I don’t quite remember the first time I had digestive biscuits. We often had different kinds of dipping biscuits with our tea in the morning. But most of them were slightly cardboard-y, often flavorless, and just kind of meh. Oh, I still had them, of course. But it wasn’t like I thoroughly enjoyed them.
And then, at some point, digestives came into my life and my tea and biscuit experience completely changed. These were slightly sweetened biscuits that were light and crumbly, not dense and snappy. They held up to tea dipping, but they were also so delicious on their own. I would have them spread with Nutella, or dipped in cold milk, or warm milk, or just plain. And they’re not even called cookies, so you don’t feel bad having them at any time of day!

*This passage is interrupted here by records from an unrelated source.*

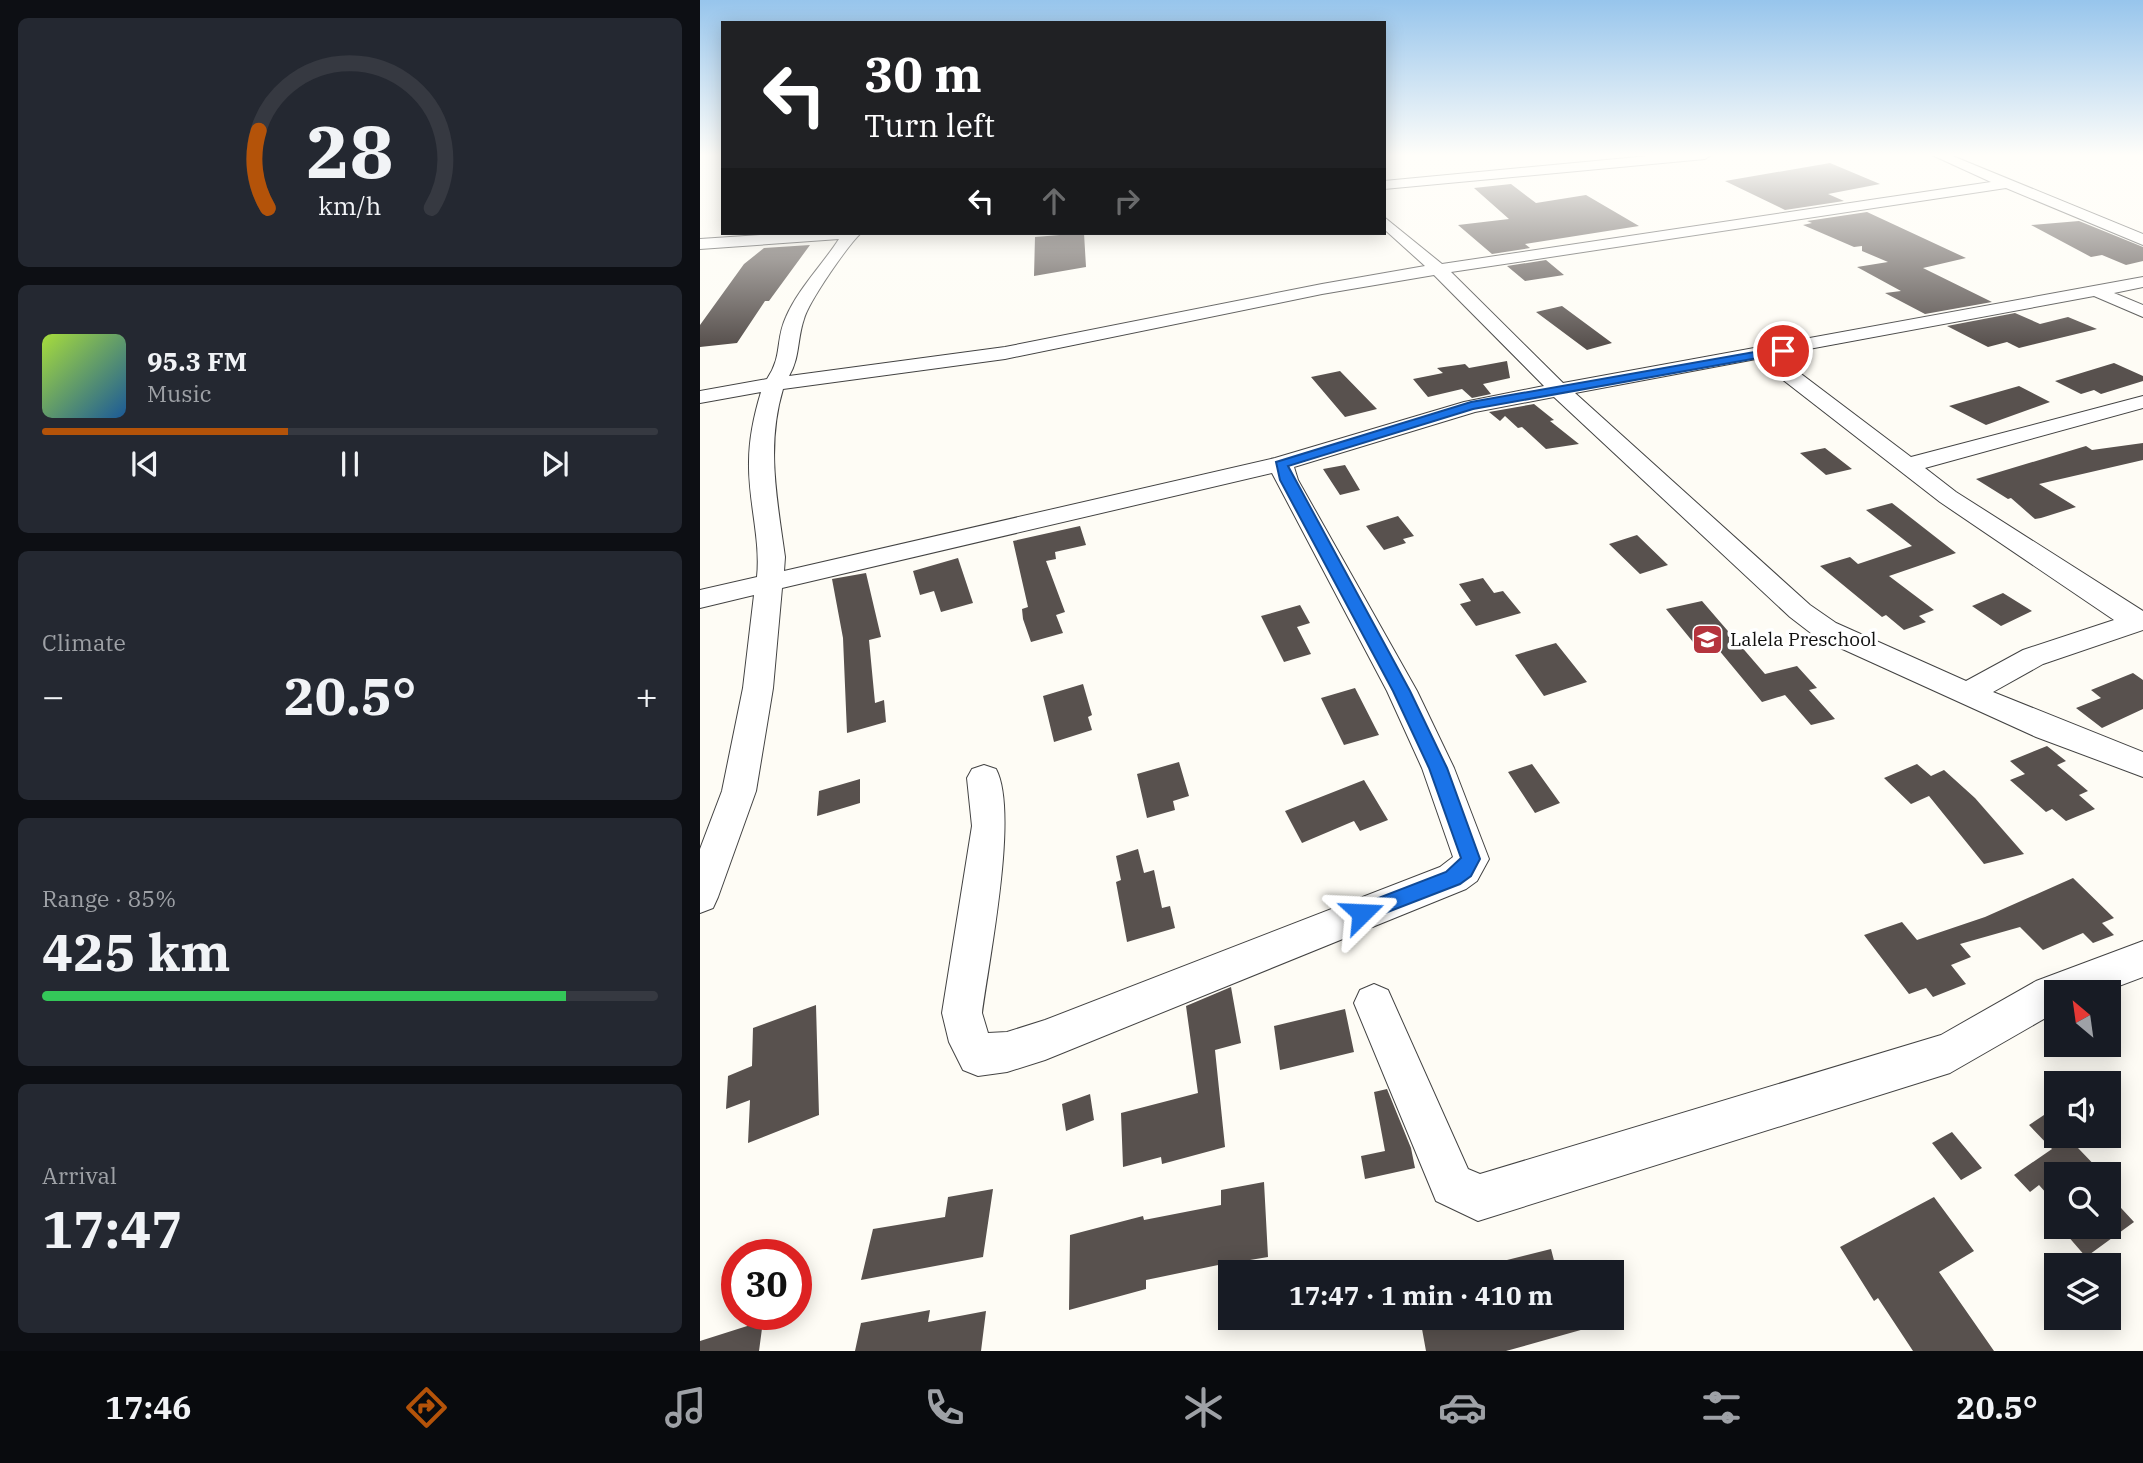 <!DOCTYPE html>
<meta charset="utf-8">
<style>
:root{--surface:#171b24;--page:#242831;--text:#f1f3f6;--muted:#9ea1a6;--line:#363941;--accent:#b45309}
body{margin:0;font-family:"IBM Plex Serif",serif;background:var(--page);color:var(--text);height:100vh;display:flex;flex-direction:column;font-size:26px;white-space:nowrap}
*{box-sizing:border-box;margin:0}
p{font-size:23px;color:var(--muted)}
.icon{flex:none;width:38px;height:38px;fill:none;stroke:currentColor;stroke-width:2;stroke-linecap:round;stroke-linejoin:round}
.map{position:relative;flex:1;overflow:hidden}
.details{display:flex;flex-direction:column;gap:18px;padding:18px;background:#0d0f14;width:700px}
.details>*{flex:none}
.top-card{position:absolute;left:21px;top:21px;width:665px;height:214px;border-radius:0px;box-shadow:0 4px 18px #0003;background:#202124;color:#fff;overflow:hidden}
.needle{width:46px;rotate:331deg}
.buttons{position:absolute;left:1344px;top:980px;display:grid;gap:14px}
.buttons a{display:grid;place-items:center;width:77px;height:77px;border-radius:0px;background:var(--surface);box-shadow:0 4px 18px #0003;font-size:35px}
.speed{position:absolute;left:21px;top:1239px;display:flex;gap:14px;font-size:35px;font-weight:700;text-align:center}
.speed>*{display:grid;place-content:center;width:91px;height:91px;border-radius:50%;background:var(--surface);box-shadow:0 4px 18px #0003;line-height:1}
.speed .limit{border:10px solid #d22;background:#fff;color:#111}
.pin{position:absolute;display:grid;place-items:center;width:60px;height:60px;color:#fff;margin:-30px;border:4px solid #fff;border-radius:50%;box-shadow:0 2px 7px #0007}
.me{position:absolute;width:77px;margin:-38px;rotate:69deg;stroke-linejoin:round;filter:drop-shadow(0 0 5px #0008)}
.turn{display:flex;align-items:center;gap:24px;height:147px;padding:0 28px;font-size:32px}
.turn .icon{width:91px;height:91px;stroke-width:2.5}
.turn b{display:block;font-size:49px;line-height:60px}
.lanes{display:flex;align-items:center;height:66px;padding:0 28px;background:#0003;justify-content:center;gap:35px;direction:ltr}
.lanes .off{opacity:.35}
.big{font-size:52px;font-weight:800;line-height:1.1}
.details .tile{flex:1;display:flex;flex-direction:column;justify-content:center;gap:10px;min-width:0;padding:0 24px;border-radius:10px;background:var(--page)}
.details .dial{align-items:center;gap:0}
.dial svg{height:182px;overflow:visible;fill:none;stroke:var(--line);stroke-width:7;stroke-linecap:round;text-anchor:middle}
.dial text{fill:var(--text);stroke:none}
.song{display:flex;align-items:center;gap:21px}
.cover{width:84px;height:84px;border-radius:10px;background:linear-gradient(135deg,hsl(80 70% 55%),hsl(210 70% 35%))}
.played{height:7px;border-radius:4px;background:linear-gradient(90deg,var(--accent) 40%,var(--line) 40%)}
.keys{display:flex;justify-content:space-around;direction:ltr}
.heat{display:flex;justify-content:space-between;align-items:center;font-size:38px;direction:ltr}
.charge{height:10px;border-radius:5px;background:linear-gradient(90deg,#34c759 85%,var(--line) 0)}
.trip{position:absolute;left:518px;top:1260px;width:406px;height:70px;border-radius:0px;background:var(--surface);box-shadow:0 4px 18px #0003;font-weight:800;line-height:70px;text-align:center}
.dock{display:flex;height:112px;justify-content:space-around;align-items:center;background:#090b0e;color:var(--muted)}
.dock .icon{width:49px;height:49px}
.dock .active{color:var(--accent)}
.dock b{font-size:32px;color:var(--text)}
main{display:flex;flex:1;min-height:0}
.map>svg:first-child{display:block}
</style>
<main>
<section class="details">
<div class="tile dial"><svg viewBox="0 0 100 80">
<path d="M14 69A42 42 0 1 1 86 69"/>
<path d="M14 69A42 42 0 0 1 10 35" stroke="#b45309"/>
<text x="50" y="56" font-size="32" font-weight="700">28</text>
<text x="50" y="72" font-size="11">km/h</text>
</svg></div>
<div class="tile">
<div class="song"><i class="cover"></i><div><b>95.3 FM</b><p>Music</p></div></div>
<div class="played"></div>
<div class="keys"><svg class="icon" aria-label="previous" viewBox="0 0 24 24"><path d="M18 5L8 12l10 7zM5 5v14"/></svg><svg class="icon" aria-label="pause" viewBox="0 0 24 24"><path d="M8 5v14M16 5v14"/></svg><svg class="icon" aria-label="next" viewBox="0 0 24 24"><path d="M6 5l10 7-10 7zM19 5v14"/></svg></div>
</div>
<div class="tile"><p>Climate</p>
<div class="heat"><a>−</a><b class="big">20.5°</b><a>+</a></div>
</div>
<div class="tile"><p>Range · 85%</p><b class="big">425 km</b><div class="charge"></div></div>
<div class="tile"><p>Arrival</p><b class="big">17:47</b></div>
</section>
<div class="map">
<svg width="1443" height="1351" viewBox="0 0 1443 1351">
<rect width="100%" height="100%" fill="#fefcf5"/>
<!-- building -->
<path fill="#58514e" d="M1130,163L1180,184L1128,194L1144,201L1085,210L1025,181Z
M811,184L836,203L886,195L939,226L825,244L830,248L792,254L758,225L809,219L774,188Z
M1167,212L1266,258L1223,268L1292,302L1225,314L1185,293L1201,291L1157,267L1188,262L1162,251V246L1154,247L1103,225L1112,223L1107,221Z
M1379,221L1443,247V261L1426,265L1402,255L1391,257L1331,225Z
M384,233L386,267L334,276L335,237Z
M110,245L69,301H65L37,343L0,347V325L44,264L64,248Z
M846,260L864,275L825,281L807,266Z
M862,306L912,343L887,350L836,312Z
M1315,313L1340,324L1368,317L1397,329L1319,348L1307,342L1288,347L1247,326Z
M807,361L810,378L783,384L791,394L772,398L762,389L728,397L713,379L743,373L737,368L765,364L769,368Z
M1414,363L1443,376V381L1401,394L1394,390L1381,394L1355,381Z
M640,371L677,409L645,417L611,377Z
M1319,386L1350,402L1286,425L1249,406Z
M834,404L854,420L850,421L879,444L846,449L822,427L818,428L805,416L800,421L789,412Z
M1443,443V460L1339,484L1376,507L1341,518L1335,519L1311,498L1308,499L1276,479L1386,446L1392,450Z
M1125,448L1152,469L1126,475L1100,453Z
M645,465L660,490L640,495L623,469Z
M1192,503L1256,553L1189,576L1234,610L1219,616L1226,622L1204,630L1186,615L1182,617L1120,566L1150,557L1158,564L1212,546L1166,510Z
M698,516L714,536L703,539L706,543L684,550L666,526Z
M380,526L386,545L355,552L356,559L346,561L365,612L356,615L363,633L331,642L323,619L322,609L328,607L313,541Z
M937,535L968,565L940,574L909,544Z
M258,558L273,603L241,612L234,591L220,595L213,571Z
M166,573L181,637L169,640L175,703L184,700L186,722L147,733L143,638L132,579Z
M783,578L794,593L803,591L821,613L776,626L760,604L771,601L759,584Z
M1303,593L1332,611L1301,626L1272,606Z
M1002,601L1065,674L1097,666L1117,688L1109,690L1135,719L1111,725L1085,695L1062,702L1018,649L1002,653L966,609Z
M600,605L610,623L597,627L611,654L584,662L561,616Z
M856,643L887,682L844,696L815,655Z
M1433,673L1443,680V709L1402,728L1376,708L1401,698L1391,690Z
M383,684L392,715L388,717L392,730L354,742L343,696Z
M655,688L679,735L644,745L621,698Z
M1347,746L1366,761L1357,765L1388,791L1379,795L1395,809L1366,821L1352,809L1346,812L1310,780L1325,774L1310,761Z
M479,762L489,796L473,801L475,810L447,818L437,774Z
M832,764L860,803L835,813L808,772Z
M1217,764L1231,776L1244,770L1275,798L1324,854L1284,864L1229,796L1211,804L1184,778Z
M160,779V803L117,816L119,791Z
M664,780L688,820L660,831L654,821L602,843L585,811Z
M438,849L444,873L454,870L462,908L470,906L475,928L427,942L416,882L421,880L416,856Z
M1373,878L1414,918L1402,923L1414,935L1393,943L1383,933L1343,950L1320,927L1260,944L1271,957L1251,965L1266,984L1233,997L1226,988L1209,994L1164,935L1202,922L1217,940L1285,917Z
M531,987L541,1043L515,1050L525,1147L462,1164L461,1157L423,1167L421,1113L498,1093L486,1006Z
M116,1005L119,1115L48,1143L50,1100L26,1109L28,1076L52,1066L53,1028Z
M645,1009L654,1052L580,1070L574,1026Z
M687,1089L711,1148L715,1168L665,1179L661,1156L685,1151L674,1092Z
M390,1094L394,1120L366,1131L362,1104Z
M1356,1107V1136H1395L1378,1148L1403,1174H1356V1204L1339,1185L1330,1192L1314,1175L1352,1149L1329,1125Z
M1252,1132L1282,1168L1261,1180L1232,1143Z
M564,1182L568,1257L544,1261L545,1272H523V1264L446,1280V1289L369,1310L370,1235L443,1216L444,1220L521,1205V1190Z
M293,1189L283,1257L161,1280L173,1229L245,1217L248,1197Z
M1409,1195L1434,1222L1386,1257L1360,1227H1409Z
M1234,1197L1274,1251L1239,1272L1294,1351H1213L1178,1298L1174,1301L1140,1247Z
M851,1249L857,1272H788L787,1265Z
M230,1310L228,1322L286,1311L281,1351H155L161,1323Z
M720,1318H901L902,1324L806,1351H726Z
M63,1321L59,1351H0V1341Z"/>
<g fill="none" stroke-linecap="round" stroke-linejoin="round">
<defs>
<path id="street" d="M959,155H1011L1005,159L684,189V181Z
M1232,155H1250L1443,234V245L1306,188L751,272L863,383L1443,277V287L1414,293L1443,305V317L1394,296L1076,355L1211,457L1443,396V408L1225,468L1256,492L1443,611V630L1343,664L1293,692L1443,752V777L1336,737L1116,637L1090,617L854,397L775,412L594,467L598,480L717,691L754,768L789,859L777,881L766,889L345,1060L307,1072L278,1076L263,1070L249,1042L242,1013L272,826L267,778L272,769L284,765L296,769C319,812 289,959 282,1013L288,1033L307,1032L345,1020L740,867L753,857L722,768L687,691L572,473L82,588L73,688L56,791L18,897L13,908L0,913V849L22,791L43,688L54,595L0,608V590L57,577C61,539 48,501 49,462C49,439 54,415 61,392L0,403V391L67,379C83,355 75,341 86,317C98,289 123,264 139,239L0,249V239L91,233H161C148,245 109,301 104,319C97,339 100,358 89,376L305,347L622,284L725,266L684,229V217L742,264L1291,182ZM734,275L844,386L764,402L575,458L84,571L85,557C77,499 66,446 83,389L305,359L622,294ZM1056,359L1240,502L1414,620L1323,650L1266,681L1136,623L1110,605L875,393Z
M1443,941V977L1403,992H1356V1012L1250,1073L778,1221L736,1201L654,1003L660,990L674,984L688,990L768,1169L780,1174L1241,1035L1336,981Z"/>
</defs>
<!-- street casing -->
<use href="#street" stroke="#434343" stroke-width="2"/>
<!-- street -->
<use href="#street" fill="#fff" fill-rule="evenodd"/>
</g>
<!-- sky -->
<linearGradient id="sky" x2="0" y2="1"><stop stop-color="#97c5ec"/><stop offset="0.45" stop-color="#fffefa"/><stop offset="1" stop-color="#fffefa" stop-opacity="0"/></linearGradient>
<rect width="1443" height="345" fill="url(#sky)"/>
<!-- route -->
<path fill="#1a73e8" stroke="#114b97" stroke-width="2" d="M1083,347L1086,348V353L773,409L588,466L710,691L747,768L780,859L771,876L760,884L662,922L655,919L652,913L655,907L746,872L761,858L729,768L693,691L580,480L576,462L771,402Z"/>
<!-- icons -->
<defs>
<symbol id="school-square" viewBox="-11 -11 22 22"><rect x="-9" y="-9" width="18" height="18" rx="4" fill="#b4343d" stroke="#fff"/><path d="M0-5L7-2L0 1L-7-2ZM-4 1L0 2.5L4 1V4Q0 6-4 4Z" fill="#fff"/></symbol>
</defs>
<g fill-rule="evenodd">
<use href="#school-square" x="990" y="622" width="35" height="35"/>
</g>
<g text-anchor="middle" stroke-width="7" stroke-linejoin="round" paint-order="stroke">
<!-- poi labels -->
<g font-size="19" fill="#101010" stroke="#fff" text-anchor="start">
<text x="1030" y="646">Lalela Preschool</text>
</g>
</g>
</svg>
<div class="buttons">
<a><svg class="needle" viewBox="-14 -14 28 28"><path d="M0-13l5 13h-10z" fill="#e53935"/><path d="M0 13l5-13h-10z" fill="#9ea1a6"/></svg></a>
<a><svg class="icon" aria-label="sound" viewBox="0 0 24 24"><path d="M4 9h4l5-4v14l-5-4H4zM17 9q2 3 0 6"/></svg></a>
<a><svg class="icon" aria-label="search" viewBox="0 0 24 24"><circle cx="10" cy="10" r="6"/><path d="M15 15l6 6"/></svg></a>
<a><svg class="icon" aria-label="layers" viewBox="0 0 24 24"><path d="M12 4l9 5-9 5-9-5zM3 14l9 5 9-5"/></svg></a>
</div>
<div class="speed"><div class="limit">30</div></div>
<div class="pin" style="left:1083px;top:351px;background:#d93025"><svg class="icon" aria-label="arrive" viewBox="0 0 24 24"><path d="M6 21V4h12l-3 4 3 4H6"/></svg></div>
<svg class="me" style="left:662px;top:913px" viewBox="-20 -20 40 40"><path d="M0-17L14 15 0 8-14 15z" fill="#1a73e8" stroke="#fff" stroke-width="4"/></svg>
<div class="trip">17:47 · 1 min · 410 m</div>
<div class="top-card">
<div class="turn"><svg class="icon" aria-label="left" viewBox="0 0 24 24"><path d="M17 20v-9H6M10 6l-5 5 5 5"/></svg><div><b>30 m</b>Turn left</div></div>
<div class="lanes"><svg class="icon" aria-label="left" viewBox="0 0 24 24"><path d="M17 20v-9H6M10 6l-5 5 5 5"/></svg><svg class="icon off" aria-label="ahead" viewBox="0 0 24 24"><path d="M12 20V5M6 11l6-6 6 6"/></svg><svg class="icon off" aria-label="right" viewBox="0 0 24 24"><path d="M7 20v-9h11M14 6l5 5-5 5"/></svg></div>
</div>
</div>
</main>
<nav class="dock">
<b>17:46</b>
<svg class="icon active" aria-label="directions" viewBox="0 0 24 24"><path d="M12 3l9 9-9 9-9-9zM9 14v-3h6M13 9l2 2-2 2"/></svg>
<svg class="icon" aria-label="music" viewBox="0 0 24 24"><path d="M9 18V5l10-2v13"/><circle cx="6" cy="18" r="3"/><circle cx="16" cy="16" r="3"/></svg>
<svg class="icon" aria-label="phone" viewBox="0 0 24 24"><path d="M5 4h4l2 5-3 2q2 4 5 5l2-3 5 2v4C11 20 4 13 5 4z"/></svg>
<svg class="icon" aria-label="climate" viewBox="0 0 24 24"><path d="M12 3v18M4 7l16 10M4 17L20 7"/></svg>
<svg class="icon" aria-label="car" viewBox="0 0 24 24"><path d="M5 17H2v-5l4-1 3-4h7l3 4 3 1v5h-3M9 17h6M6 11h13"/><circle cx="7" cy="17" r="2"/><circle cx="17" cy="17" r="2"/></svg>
<svg class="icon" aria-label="filters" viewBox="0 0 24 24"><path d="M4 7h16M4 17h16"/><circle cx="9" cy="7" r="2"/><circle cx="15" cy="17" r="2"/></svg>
<b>20.5°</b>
</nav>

So, here we are, with another attempt of making store–bought treats homemade. I’m not going to lie – these don’t take exactly like those that come in that enticing red sleeve. The texture is more of a shortbread cookie, rather than a crumbly biscuit. But they are still light and barely sweet, and these, too, hold up to tea dipping and Nutella spreading. And that’s all you need for a glorious tea biscuit.
Homemade Digestive Biscuits (recipe adapted from Serious Eats)
1 cup old fashioned oats
1.5 cups all purpose flour
1/2 tsp. salt
1 teaspoon baking powder
1 stick unsalted butter, cold, and diced into cubes
1 cup powdered sugar
1/4 cup milk
2 oz. dark chocolate
Preheat oven to 350 degrees. Line two baking sheets with parchment paper.
Place oats into a food processor and pulse until it becomes a fine powder. Add the flour, salt, baking powder and powdered sugar and pulse a few more times until the dry ingredients are well blended together.
Add butter and let the food processor run until the butter becomes pea-sized and the mixture resembled coarse sand. Add the milk and pulse together until the dough comes together in a ball.
Lightly flour a surface. Dump the dough out and press together until it is a disc. Roll out the dough until it is about 1/8 inch thick. Prick the entire surface with a fork.
Using a biscuit cutter, cut out circles and place them on prepared baking sheets. Re-roll scraps and keep cutting until all of the dough has been used. Bake for 20 minutes, or until golden brown. Let cool on baking sheet for 5 minutes and then let cool completely on wire rack.
If desired, melt the chocolate in the microwave in 30 second intervals, stirring after each interval. Dip the non-pricked side of the digestive into the chocolate, using a butter knife to help with even spreading. Place the digestive on the wire rack to let the chocolate cool completely.